I am trying to convexify the following program which solves for $\mathbf{X} \in \mathbb{R}^{n \times m}$:
\begin{align} &\max &\sum_{i = 1}^n \log \left(\sum_{j = 1}^n V_{ij}\left( X_{ij} - E_{ij} \right)\right) - \sum_{i = 1}^n \log\left(\sum_{j = 1}^m X_{ij} - E_{ij}\right)\\ &\forall j \in \{1, \dots, m\} & \sum_{i = 1}^n X_{ij} \leq 1\\ &\forall i \in \{1, \dots, n\}, j \in \{1, \dots, m\} & X_{ij} \geq 0 \end{align}
I tried putting $\sum_{i = 1}^n \log(\sum_{j = 1}^m X_{ij} - E_{ij})$ as a constraint using a dummy variable but I do not think I am doing it correctly since my solver tells me that the program is not convex.
How can I convexify this problem?
This can be convexified by Difference of Convex (DC) Programming.
See DC Programming: The Optimization Method You Never Knew You Had To Know.
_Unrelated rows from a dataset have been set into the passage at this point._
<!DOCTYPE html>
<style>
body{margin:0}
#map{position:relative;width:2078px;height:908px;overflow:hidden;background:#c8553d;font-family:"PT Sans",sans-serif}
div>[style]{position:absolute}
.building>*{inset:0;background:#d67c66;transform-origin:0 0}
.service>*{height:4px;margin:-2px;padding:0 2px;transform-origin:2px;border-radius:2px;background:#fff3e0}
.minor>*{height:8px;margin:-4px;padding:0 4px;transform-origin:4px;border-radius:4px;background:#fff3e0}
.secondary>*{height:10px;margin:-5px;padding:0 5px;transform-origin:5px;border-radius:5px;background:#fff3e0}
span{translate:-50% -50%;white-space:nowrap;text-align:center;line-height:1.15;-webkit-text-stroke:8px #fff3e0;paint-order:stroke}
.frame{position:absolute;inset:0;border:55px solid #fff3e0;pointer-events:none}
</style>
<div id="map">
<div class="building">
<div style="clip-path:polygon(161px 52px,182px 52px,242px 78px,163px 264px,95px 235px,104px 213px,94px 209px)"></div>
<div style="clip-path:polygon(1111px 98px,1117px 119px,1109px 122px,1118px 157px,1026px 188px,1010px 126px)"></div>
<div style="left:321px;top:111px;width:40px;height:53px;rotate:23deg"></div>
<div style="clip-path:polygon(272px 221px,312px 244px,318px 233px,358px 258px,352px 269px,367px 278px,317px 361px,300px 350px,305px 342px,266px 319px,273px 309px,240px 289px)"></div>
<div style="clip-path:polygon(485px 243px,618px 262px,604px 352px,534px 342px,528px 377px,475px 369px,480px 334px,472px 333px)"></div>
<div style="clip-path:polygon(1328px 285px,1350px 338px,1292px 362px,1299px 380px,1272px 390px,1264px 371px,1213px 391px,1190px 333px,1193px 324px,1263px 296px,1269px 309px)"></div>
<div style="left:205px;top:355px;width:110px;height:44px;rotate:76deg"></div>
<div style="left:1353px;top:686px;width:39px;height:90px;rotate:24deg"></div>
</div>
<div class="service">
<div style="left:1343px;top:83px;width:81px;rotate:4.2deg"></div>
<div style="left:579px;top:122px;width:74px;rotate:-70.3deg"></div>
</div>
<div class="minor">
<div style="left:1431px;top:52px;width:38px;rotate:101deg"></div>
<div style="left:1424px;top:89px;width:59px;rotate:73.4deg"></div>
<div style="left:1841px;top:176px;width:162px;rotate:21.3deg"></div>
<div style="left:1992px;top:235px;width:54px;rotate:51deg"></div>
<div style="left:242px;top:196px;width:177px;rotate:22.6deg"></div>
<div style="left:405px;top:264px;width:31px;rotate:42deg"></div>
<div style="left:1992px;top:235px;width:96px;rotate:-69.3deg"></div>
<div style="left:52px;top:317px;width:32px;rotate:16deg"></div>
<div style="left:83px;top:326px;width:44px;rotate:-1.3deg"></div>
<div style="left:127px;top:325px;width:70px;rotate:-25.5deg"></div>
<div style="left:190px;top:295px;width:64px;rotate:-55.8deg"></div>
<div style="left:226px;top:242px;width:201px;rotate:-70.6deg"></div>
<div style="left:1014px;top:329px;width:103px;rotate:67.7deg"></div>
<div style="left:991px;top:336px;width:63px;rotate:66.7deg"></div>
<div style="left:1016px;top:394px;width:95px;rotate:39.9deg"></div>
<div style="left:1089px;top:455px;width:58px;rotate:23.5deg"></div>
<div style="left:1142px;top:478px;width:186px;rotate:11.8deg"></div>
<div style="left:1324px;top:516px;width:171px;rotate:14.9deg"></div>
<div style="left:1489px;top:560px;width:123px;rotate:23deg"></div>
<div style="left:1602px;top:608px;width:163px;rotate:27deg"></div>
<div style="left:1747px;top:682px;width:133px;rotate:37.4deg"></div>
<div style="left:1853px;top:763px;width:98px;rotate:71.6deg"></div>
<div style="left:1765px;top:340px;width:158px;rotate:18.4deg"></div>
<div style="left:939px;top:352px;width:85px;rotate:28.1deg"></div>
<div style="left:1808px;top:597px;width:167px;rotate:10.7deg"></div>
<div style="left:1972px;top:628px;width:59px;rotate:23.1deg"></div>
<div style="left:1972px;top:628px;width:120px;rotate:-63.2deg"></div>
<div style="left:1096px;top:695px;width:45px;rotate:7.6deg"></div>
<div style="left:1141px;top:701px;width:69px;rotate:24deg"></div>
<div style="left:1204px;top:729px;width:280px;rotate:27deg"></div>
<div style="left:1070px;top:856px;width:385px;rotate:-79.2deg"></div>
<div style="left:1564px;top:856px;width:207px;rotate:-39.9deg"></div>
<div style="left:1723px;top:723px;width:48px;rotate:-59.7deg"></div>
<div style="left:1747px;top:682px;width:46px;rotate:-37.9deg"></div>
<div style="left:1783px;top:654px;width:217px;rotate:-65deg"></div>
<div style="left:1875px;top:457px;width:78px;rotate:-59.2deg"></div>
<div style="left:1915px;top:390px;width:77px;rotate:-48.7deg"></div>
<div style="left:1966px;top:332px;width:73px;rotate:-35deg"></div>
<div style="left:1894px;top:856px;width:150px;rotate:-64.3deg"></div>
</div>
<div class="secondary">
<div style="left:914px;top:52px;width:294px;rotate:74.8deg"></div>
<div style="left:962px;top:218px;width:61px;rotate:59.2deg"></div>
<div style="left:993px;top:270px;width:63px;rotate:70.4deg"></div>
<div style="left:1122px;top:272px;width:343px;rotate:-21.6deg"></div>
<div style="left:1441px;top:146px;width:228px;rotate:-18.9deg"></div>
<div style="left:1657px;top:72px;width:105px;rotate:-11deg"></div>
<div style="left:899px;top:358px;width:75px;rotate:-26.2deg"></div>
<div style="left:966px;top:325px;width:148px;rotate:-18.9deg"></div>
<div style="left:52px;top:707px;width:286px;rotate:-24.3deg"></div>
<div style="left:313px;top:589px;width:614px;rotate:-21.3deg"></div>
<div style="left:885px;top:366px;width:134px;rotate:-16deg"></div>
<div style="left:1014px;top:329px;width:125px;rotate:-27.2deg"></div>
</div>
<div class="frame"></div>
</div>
Variations and extension of the convex–concave procedure, Thomas Lipp1 and Stephen Boyd
A modeling system such as CVXPY which supports Disciplined Convex-Concave Programming (DCCP) makes it easy to enter this problem, and let the modeling syetm do the dirty work for you, while reducing human error propensity.